Avoid the elevator regardless of what floor your office is located.
Ride a bike to work (weather and safety permitting)
Take your kids for a walk in the park.
If you don't have kids, take your dog.
If you don't have a dog, take a stroll around the neighborhood.
The best time is always the hour before dusk.
Go throw the football with friends.
Play tag with your children.
Go for a jog. At first, don't time yourself. Just go. Remember what it is like to just run. Go until you can't run. Then walk.
During breaks at work, stretch. Stretch your arms, back, legs.
Go play basketball at the nearest gym/park/school.

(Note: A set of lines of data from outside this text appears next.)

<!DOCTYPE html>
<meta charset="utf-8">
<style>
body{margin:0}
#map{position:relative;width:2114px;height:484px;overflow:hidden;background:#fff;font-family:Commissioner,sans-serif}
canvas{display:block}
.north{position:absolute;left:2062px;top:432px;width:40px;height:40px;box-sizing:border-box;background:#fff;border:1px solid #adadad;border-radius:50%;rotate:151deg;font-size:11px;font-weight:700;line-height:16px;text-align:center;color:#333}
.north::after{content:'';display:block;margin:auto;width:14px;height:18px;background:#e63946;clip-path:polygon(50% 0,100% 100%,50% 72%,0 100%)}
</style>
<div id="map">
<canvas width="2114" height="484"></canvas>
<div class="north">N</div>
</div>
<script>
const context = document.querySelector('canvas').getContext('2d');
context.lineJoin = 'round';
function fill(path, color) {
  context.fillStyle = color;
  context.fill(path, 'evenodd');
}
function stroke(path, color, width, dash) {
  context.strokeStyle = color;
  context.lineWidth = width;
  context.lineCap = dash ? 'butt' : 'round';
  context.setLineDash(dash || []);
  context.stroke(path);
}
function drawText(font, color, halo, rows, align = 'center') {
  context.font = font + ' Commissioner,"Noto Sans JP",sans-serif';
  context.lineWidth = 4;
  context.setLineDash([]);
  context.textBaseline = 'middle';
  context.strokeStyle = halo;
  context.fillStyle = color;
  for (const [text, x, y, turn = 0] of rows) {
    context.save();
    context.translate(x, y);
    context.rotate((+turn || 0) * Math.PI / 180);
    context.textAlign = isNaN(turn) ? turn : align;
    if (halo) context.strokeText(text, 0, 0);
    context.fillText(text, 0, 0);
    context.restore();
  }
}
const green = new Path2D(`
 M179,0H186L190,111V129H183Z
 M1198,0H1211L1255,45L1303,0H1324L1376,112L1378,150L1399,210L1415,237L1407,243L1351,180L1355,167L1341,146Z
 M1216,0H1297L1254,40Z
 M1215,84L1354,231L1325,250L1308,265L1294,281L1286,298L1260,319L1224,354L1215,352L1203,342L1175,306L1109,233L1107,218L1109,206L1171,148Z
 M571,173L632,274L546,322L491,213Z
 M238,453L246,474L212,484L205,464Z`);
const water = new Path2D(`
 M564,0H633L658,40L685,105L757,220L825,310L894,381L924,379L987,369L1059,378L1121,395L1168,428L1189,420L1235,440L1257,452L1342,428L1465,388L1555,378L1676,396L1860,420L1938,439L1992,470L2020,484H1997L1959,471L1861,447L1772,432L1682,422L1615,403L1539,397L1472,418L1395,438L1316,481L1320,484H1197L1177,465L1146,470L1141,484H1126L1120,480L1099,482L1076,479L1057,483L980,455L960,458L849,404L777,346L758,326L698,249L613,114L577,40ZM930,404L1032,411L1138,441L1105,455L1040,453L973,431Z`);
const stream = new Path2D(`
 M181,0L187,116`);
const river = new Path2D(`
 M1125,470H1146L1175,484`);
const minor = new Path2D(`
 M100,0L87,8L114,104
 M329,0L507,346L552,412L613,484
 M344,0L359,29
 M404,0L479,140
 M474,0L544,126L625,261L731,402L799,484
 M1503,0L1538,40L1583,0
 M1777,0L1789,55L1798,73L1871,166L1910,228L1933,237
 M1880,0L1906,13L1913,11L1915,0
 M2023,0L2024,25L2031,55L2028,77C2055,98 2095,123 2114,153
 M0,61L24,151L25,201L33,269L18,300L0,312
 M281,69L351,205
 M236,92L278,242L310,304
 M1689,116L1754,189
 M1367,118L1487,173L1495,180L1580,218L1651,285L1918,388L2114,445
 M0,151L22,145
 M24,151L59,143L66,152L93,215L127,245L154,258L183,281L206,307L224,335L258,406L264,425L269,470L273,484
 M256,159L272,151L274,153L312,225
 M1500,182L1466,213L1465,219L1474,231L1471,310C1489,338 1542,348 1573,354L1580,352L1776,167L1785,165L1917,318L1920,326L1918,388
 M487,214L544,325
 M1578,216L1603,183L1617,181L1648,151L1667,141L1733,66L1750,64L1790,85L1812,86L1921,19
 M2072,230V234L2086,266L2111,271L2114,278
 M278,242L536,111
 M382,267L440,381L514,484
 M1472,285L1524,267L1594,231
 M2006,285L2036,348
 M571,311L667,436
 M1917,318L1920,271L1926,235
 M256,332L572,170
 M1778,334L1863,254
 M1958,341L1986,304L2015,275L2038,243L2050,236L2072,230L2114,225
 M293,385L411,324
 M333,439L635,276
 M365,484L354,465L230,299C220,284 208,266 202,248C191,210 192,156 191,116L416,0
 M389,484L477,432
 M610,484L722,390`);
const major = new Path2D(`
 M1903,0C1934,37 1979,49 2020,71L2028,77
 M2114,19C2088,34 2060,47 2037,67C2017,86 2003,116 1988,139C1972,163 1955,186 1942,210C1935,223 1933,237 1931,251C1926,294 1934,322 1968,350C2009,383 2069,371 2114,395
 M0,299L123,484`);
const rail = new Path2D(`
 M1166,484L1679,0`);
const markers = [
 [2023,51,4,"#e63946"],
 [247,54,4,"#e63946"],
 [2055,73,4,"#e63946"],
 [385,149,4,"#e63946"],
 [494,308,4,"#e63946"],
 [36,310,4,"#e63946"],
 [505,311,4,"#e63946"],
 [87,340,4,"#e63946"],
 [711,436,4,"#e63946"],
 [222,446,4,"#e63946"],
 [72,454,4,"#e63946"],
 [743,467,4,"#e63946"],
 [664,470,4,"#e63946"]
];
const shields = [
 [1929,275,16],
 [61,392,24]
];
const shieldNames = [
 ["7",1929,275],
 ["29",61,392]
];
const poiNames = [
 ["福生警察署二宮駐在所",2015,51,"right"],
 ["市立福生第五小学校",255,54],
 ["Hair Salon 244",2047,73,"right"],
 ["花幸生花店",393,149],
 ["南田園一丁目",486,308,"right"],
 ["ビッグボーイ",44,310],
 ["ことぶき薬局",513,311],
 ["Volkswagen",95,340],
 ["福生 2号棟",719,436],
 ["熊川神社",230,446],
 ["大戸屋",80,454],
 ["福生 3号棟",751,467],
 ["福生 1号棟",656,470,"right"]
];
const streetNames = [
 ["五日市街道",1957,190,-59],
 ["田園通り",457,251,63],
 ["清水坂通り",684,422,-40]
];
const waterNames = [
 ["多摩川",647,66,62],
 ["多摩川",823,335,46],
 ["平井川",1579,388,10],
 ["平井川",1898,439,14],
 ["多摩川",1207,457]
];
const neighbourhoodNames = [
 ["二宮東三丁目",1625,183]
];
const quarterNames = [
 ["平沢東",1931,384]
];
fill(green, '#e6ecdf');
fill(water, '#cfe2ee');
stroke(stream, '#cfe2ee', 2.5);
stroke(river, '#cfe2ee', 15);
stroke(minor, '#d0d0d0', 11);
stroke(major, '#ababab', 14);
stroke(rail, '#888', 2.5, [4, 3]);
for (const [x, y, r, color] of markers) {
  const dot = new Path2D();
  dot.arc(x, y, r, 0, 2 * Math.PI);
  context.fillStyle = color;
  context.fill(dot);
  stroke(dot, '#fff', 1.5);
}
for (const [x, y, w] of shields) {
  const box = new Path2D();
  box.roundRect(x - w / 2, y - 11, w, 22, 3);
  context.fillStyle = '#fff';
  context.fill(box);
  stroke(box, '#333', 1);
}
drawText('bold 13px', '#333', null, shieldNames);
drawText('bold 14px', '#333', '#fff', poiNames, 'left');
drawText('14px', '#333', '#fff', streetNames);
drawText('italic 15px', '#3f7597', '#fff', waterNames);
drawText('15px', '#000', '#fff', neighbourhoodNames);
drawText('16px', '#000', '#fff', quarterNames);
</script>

These are just a small number of activities that you can do to get your heart rate elevated. We will talk about heart rate at a later time. For now, just do something that will get blood pumping again! At first, if you haven't done any physical activity in a long time, go slow. Let your body adjust to whatever goal you are trying to accomplish. Most of all, when you are starting out, find a goal or motivation. It could be to fit back into jeans you wore 5 years ago that are still in the closet. It could be to be a role model for your children as they grow. It could be to feel better about yourself and gain self confidence. Whatever it is, start doing something and keep that close to you as you progress! This is just the start of a series that I will write on a weekly basis. We will look at diet, exercising, goal making and any/everything that pertains to physical activity. And as always remember, "The journey is better than the end" - Cervantes.
Good luck on your first step to becoming a healthier you! -Colin McElroy Before starting any exercise, diet or health routine, first consult your physician to make sure that your body is healthy enough for physical activity.